# internet connection



## abhi_psd (Aug 14, 2004)

hi guys.
   can ny one plz tell me how to get a net connection in bangalore.i want it to be for 24 hrs and not very costly


----------



## cooljeba (Aug 15, 2004)

abhi_psd said:
			
		

> hi guys.
> can ny one plz tell me how to get a net connection in bangalore.i want it to be for 24 hrs and not very costly


m8 I stay in bangalore too but In my area no one provides a 24 hour net  .
I am connected through the tata indicom wireless internet and it's costly 
..:: peace ::..
Jeba


----------



## aadipa (Aug 15, 2004)

Only option from BSNL is to get 
2nd Bfone line @ 500/pm + 6 months unlimited internet connection @ 9000 Rs
ie 12000 for 24 hrs internet for 6 months or Rs 2000 pm if u say this way.

If u r paying more than that, go for BSNL

Also with 2nd Bfone,
Better option will be to get 100 hrs BSNL pack @ 500Rs + 10.2% tax
with this pack u get free internet on Sundays and night hours from 11 pm to 8 am.
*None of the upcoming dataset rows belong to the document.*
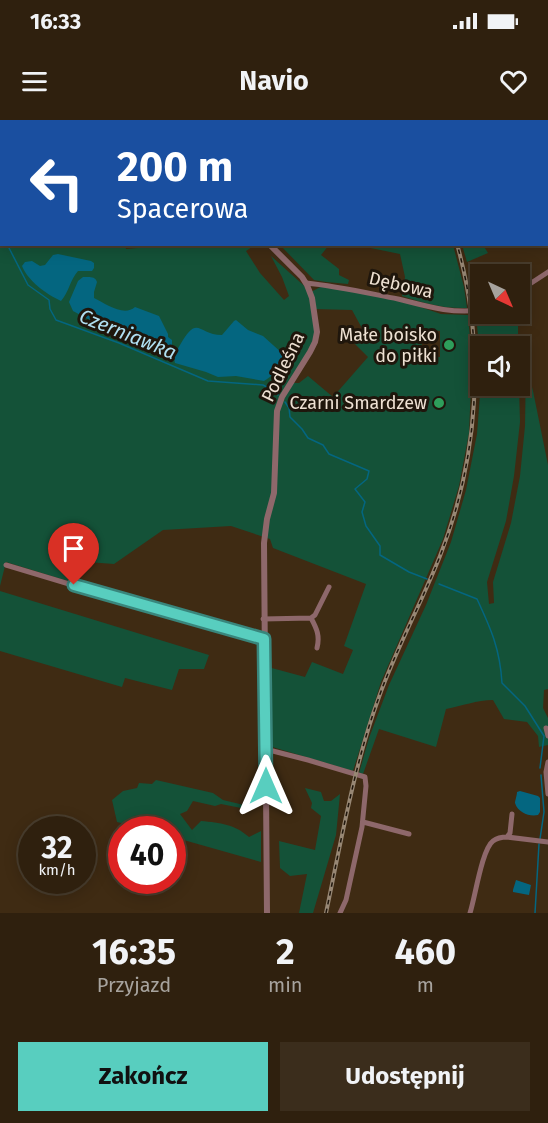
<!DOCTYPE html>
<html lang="pl">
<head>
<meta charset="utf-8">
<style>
  :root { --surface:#2f200e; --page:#3b2d1c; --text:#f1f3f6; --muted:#a7a39e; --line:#4a3e2e; --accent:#58cebf }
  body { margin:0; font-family:"Fira Sans",sans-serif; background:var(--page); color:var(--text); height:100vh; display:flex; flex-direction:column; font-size:22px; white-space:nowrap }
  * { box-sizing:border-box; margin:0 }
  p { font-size:20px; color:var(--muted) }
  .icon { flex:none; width:33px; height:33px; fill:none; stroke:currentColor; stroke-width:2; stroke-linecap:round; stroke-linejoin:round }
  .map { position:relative; height:793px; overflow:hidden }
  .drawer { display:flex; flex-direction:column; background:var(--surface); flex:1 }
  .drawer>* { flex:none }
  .banner { position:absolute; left:0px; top:0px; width:549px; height:126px; box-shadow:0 3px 15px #0003,0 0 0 2px var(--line); background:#1a4fa0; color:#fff; overflow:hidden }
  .needle { width:39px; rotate:136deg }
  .buttons { position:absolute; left:470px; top:144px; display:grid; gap:12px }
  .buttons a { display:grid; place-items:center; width:60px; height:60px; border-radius:0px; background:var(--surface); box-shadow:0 3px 15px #0003,0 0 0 2px var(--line); font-size:30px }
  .speed { position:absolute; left:18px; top:696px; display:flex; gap:12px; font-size:30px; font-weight:700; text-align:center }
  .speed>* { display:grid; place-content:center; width:78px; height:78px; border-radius:50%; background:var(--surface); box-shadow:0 3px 15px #0003,0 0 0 2px var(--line); line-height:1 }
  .speed small { font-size:15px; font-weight:400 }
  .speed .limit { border:9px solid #d22; background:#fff; color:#111 }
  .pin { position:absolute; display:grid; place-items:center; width:51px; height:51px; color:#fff; margin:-62px -26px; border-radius:50% 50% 50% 0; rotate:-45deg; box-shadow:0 0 6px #0007 }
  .pin .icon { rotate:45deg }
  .me { position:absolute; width:66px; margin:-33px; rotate:0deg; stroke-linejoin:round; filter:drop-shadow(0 0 4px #0008) }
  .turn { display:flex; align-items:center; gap:21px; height:126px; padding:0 18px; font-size:27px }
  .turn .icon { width:78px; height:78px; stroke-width:2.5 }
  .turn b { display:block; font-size:42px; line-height:51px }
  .eta { display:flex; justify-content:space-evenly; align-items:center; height:102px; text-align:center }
  .eta b { font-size:36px; font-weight:700; line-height:42px }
  .action { display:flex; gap:12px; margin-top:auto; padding:12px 18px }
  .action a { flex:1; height:69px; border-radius:0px; background:var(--accent); color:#111; font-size:24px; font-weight:700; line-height:69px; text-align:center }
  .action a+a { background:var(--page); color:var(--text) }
  .status { display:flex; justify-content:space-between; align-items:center; height:42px; padding:0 30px; background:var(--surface); direction:ltr }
  .status svg { height:16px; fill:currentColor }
  header { display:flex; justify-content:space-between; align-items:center; height:78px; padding:0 18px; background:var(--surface); font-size:27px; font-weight:700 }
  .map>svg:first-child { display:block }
  .green { fill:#145238; fill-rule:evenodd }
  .water { fill:#046680 }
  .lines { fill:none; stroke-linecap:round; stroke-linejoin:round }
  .stream { stroke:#046680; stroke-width:1.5 }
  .minor { stroke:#8e686b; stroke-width:5 }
  .tertiary { stroke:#8e686b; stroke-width:6 }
  .rail-casing { stroke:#978774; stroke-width:4 }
  .rail { stroke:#1f160c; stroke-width:1.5; stroke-dasharray:4.5; stroke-linecap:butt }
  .route-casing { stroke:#39867c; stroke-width:15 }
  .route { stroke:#58cebf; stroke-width:10 }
  .leisure-dot { fill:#2e9e5b; stroke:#1f160c; stroke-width:2 }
  .labels { text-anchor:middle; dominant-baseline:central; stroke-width:6; stroke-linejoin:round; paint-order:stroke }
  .street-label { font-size:18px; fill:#eee1d3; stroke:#1f160c }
  .poi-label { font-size:18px; fill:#eee1d3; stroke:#1f160c; text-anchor:end }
  .water-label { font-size:20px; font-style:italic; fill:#b0e0f2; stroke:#1f160c }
</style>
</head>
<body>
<div class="status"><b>16:33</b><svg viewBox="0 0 49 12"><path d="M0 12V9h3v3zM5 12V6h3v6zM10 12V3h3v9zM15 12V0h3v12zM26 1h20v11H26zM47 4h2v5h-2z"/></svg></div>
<header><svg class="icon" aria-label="menu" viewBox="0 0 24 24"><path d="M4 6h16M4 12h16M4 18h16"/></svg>Navio<svg class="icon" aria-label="heart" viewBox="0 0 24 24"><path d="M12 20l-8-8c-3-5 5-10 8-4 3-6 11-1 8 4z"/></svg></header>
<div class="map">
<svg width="548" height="793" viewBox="0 0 548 793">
  <rect width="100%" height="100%" fill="#3f2b13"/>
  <path class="green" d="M 281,0 L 396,0 L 397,1 L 281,2 Z
    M 1,80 L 2,124 L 125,124 L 126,129 L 183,124 L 255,125 L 246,131 L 260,153 L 284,180 L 289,176 L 282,157 L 271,136 L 311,172 L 324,165 L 397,179 L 441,194 L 468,195 L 472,242 L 469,313 L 459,366 L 443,419 L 381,562 L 353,651 L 269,626 L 268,547 L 305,557 L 312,542 L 343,554 L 353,530 L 344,526 L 366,464 L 273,428 L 270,419 L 231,406 L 163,410 L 114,444 L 74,441 L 68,461 L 6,442 L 0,466 L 0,81 ZM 314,189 L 352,190 L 364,212 L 346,215 L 368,237 L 333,277 L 308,256 L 299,263 L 291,263 L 316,216 ZM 420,208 L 440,211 L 440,237 L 423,237 Z
    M 280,125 L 329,125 L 321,135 L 339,149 L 339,155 L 349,160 L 348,164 L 326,162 L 314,160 Z
    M 356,125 L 453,125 L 464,167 L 467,188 C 444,189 424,183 402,176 L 405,157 L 400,134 Z
    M 462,125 L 483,125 L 488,133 L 467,142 Z
    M 480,193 L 518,194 L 518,226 L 480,226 L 480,266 L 519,266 L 520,302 L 514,356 L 506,401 L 487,462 L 489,484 L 494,483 L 493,462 L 511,403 L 520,356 L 525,306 L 526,243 L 533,271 L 548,345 L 548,569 L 544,570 L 543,588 L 548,598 L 548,625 L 539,627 L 538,616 L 527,602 L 504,599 L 493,580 C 477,580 462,586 446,589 L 436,627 L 379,609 L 363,654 L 359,653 L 369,618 L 389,565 L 426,485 L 451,422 L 466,370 L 477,314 L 480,275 L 480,237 L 476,194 Z
    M 0,471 L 209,535 L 204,549 L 179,549 L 172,570 L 125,558 L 122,567 L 0,531 Z
    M 156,660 L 213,673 L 223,680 L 244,685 L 241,688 L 221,684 L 215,686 L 193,681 L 187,691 L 180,694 L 192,710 L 201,701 C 221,703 234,704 249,717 L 261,711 L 261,742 L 173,717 L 172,710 L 145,709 L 117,702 L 112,680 L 123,671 L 137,668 L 139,663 L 152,664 Z
    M 305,668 L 321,672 L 324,681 L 331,681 L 340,674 L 336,715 L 313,793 L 299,793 L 307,754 L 290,756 L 280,748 L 279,721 L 315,730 L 321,696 L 311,688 L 312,683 Z"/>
  <path class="water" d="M 58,134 L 91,141 L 94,143 L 94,148 L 92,151 L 78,151 C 70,160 69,172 61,181 C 46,174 28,161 22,146 L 25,142 L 32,141 L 40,146 L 45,145 L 53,135 Z
    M 83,157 C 90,157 95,156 97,162 L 94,172 L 94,178 C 106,184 124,197 135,187 L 159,196 L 168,214 L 168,217 L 172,220 L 172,229 L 169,232 L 152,229 L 86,198 L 73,191 L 69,182 L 78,161 Z
    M 236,200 L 248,210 L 263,216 L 283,234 L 282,239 L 279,240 C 280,250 272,256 264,261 L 236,256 L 218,257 L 206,252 L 175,243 C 173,235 176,232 180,225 C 198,193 198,215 222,215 L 234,201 Z
    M 520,671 L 538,676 L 540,678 L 540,692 L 538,695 C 530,697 518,693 515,683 C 515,681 517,675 517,672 Z
    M 516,760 L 531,765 L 529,775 L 513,772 L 513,770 Z"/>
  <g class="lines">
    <path class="stream" d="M 0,112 L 2,114
      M 7,124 L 28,165 L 49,180 L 50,189 L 56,200 L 119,223 L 208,261 L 263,265 L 276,272 L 278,275
      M 285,282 L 289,288 L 290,297 L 302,309 L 308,318 L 323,325 L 329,334 L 369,351 L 367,359 L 355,369 L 365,382 L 362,392 L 366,406 L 380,426 L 380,435 L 409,452 L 427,459
      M 439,464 L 477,479 C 491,509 500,529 502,563 L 525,586 L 544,616 L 540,648
      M 540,719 L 544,692 L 541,655
      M 535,793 L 539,724"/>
    <path class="minor" d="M 306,163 C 337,166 367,173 398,179 C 426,186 451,194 480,190
      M 519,171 L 548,152
      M 6,445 L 129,482 L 264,520
      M 311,498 L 315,495 L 329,467
      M 263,499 L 311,498 C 317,509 320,516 317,528
      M 546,608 L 548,616
      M 265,629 L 308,640 L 365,657 L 366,666 L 362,707 L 346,780 L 340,793
      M 548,642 L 546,652 L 548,674
      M 363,702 L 409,714
      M 507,717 L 510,713 L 512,694
      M 470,793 C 475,778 482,729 493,721 C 497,718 502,717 507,717 L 548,722"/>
    <path class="tertiary" d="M 200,0 L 201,2
      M 267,793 L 264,423 L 267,399 L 274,373 L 277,291 L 282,277 L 310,232 L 315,222 L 317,212 L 312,178 L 307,165 L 302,157 L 269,124"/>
    <g class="rail-casing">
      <path id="rail" d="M 401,0 L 402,2
        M 326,793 C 341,722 354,645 379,577 C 396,529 421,484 440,436 C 479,337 486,227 457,124"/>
    </g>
    <use href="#rail" class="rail"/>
  </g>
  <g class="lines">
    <g class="route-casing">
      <path id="route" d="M 74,465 L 264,519 L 266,666"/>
    </g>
    <use href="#route" class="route"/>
  </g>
  <g class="leisure-dot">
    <circle cx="449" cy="225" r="6"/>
    <circle cx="439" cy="283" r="6"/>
  </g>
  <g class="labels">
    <g class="street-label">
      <text transform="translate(401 165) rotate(13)">Dębowa</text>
      <text transform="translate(283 247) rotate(-64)">Podleśna</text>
    </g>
    <g class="poi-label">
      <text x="437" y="215">Małe boisko<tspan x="437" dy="21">do piłki</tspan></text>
      <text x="427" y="283">Czarni Smardzew</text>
    </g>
    <g class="water-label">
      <text transform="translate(128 214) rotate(22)">Czerniawka</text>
    </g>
  </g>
</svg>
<div class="buttons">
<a><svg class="needle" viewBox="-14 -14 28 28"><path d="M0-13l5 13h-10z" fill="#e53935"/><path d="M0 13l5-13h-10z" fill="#a7a39e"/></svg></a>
<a><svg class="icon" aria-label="sound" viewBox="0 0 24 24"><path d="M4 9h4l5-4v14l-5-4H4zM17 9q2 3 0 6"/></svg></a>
</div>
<div class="speed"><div>32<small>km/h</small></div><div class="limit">40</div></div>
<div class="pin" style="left:74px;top:465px;background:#d93025"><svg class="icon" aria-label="arrive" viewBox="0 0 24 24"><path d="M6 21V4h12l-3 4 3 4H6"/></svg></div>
<svg class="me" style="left:266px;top:666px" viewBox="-20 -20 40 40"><path d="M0-17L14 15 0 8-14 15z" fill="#58cebf" stroke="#fff" stroke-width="4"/></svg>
<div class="banner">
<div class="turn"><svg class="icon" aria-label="left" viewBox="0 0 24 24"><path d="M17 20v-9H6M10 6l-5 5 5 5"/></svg><div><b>200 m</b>Spacerowa</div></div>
</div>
</div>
<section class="drawer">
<div class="eta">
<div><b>16:35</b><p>Przyjazd</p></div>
<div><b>2</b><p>min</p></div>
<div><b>460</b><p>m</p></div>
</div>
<div class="action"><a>Zakończ</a><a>Udostępnij</a></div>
</section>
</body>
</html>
U can also use 2nd Bfone with any other ISP hich gives u access on numbers like 172xxx. So check for other diam ISPs

Also check out BROADBAND ISPs. Those will be local to u so i cannot comment about their service, connection speed and cost structure

Happy Surfing


----------



## lywyre (Aug 19, 2004)

Try DIAS from BSNL. (Hope BSNL has this facility in Bglr).


----------